My husband also had an intrathecal pain medicine delivery pump implanted, with morphine as the medicine of choice. That also failed to give him relief from his cancer pain. We were told how helpful it would be, with lower side effects from less medicine and maximum benefit. Nothing worked. The surgery to implant the pump left him even worse off and he never really recovered from what was an outpatient procedure. His last two months following the pain pump surgery were not worth living. It was as bad of an outcome as could have been scripted. I am deeply regretful of the entire experience, and we went to two of the country's top experts in his form of cancer.

Mon, Jan 6 6:04pm · Terrible reaction to Gabapentin 300mg cap in Chronic Pain

I'm not sure I understand what "nerve pain" is. ALL pain is rooted in the nerves that serve a particular part of the body.

Mon, Jan 6 1:28pm · Terrible reaction to Gabapentin 300mg cap in Chronic Pain

My husband was on Gabapentin and Lyrica for chronic and significant pain from cancer. Neither one worked, and as I understand how this works for pain, you must titrate up the dose and over time is when you can expect benefit. It is not for acute pain. His was both, and these products did nothing beneficial for him, and probably made him feel worse. I was very disappointed in these drug choices for this type of pain. That said, some folks DO get benefit. There is nothing that works well or the same for every patient. But trial and error can be harmful when trying to find relief from pain.

Dec 18, 2019 · Chest Pain for 1 month in Heart & Blood Health

That is curious, for sure. Do you have any updates? Could you have a broken rib or an issue with your pleural space? I am asking because what you describe are similar symptoms to what my husband experienced with pleural mesothelioma. Or perhaps the pain is referred from another part of your chest or spine? Please let us know what you find out.

Sep 4, 2019 · What's the difference between lung cancer and mesothelioma? in Lung Cancer

The best sourse of mesothelioma information for patients, caregivers and bereaved is the Mesothelioma Applied Research Foundation. Websites like Asbestos.com are connected with law firms. The Meso Foundation is the only 501c3 non-profit that focuses on prevention, treatments, cures and public outreach advocacy regarding asbestos and the diseases it causes.

Aug 8, 2019 · Diagnosed with Meningioma in Brain Tumor

I should add that her post-surgery protocol was about a week in the hospital, then transfer to a rehab facility for PT/OT for several weeks to make sure she was able to get around and be steady on her feel while doing it.
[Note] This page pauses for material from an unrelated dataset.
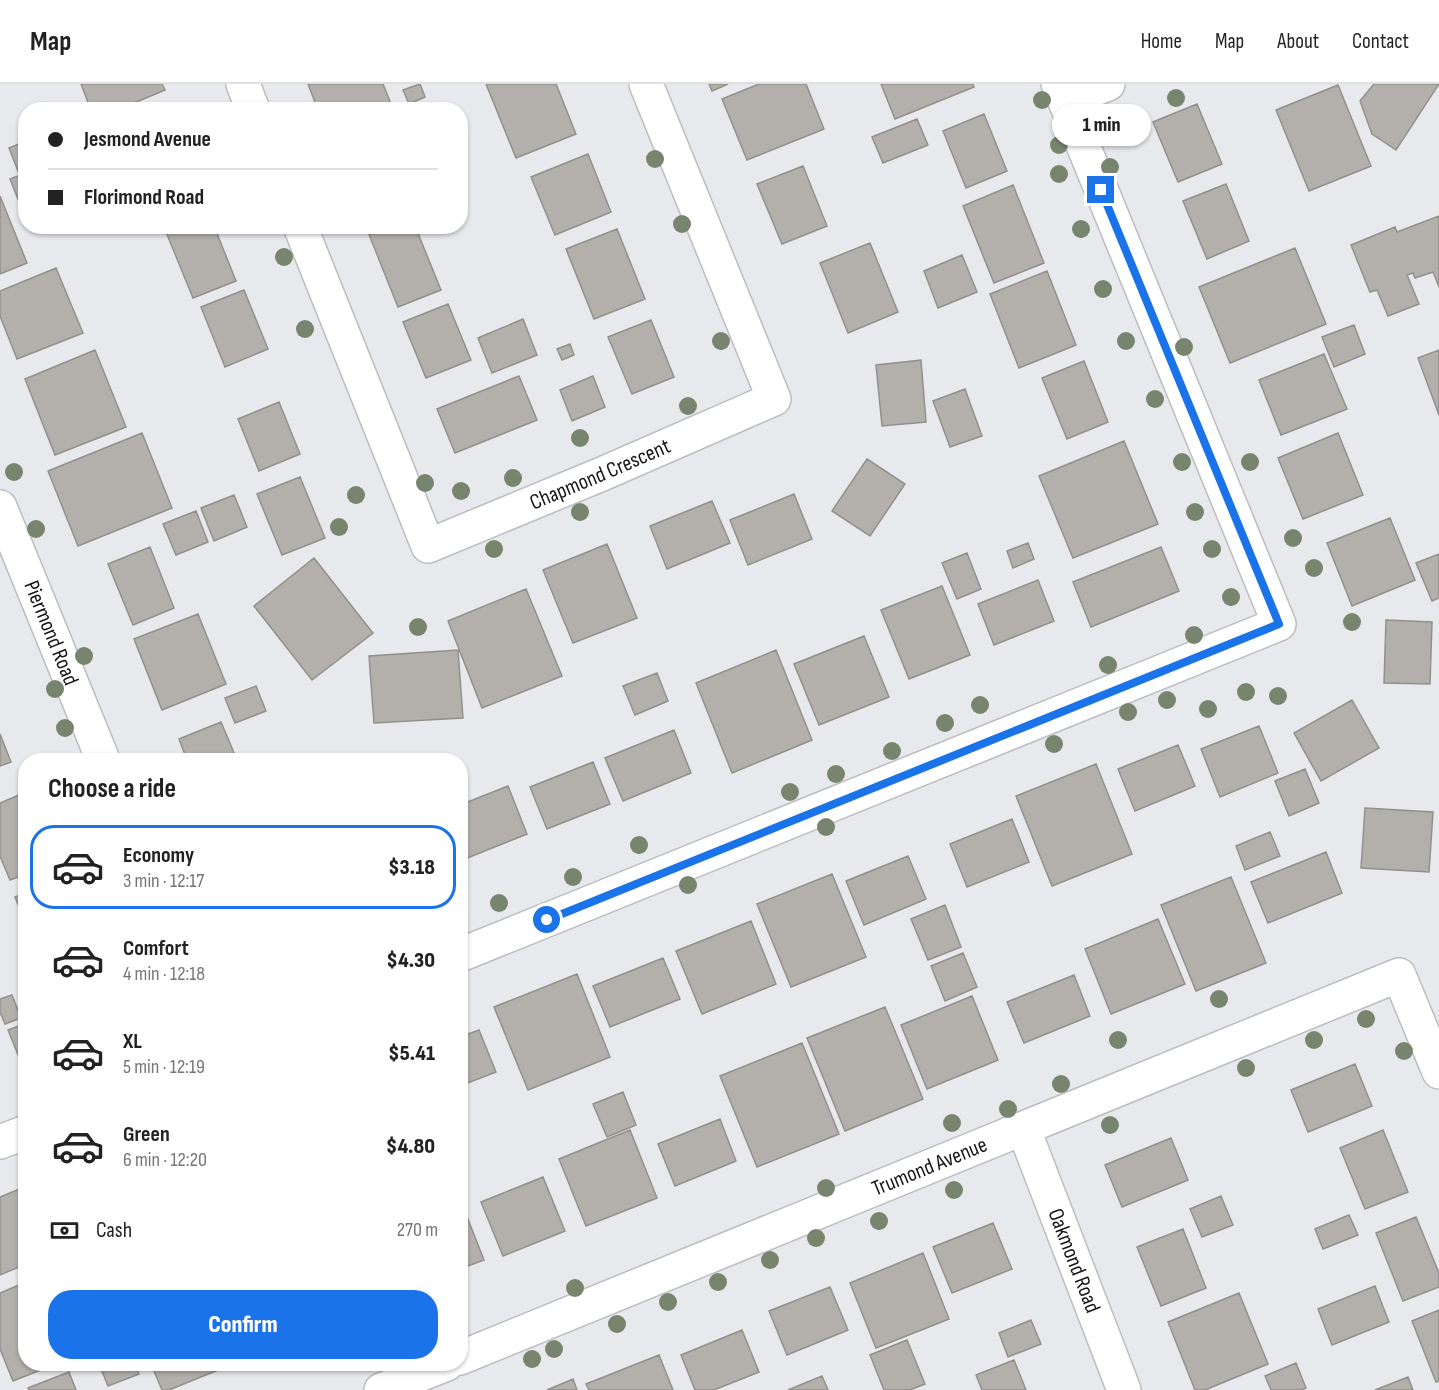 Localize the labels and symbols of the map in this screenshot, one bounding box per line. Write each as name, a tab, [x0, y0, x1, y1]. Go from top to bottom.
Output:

She is now back living at home and traveling, so all appears to be going the right direction.

Aug 8, 2019 · Diagnosed with Meningioma in Brain Tumor

My step mom, age 81, who lives in central Kentucky, just had a frontal lobe meningioma removed at the University of Kentucky, although she is a Mayo RST patient and initially underwent gamma knife radiation there to supress its growth. That part was a success, but the resulting edema, and the need for steroids to control it, caused far more issues for her. So after a year post gamma knife and intolerable side effects from the edema, all on her care team agreed that the removal was really the best option. She is about 6 weeks post-op and seems to be doing very well. Tapering off of the steroids and getting her blood sugars back to normal. The edema/steroids were really scary – it effected her balance and her leg strength and thinking and she took many falls and hits to her head. We are lucky that the falling alone did not seriously injure her. It's my understanding that edema side effects are considered rare. Anyone else have any similar issues after gamma knife?

Jul 28, 2019 · Swelling following gamma knife procedure for meninigioma in Brain Tumor

Hello! Well, after almost a year of trying to manage the edema caused by the gamma knife procedure, and all of the serious side effects from them (dizziness, inability to function on many levels due to edema, predniosne and the effects from the steroids as well), my step-mom finally agreed to have the meningioma removed a few weeks ago at the University of Kentucky (near where she lives) and she is doing very well! She was in the hospital about a week, then transferred to a rehab facility for therapy for several weeks but is now back home and according to my Dad, just about back to normal for her at age 82. So all is good. Surgery was not desired over the years because, well, it's surgery and we all like to try to avoid that, but in her case, the complications from the gamma knife, which I understand are not common, were very bothersome for her. And the steroids added to that misery as she had great difficulty tapering off as the edema issues would always come back if the dosage was too low, yet the steroids were problematic in their own right. I'll be seeing her in a couple of weeks when they vacation in Iowa. Thanks for asking!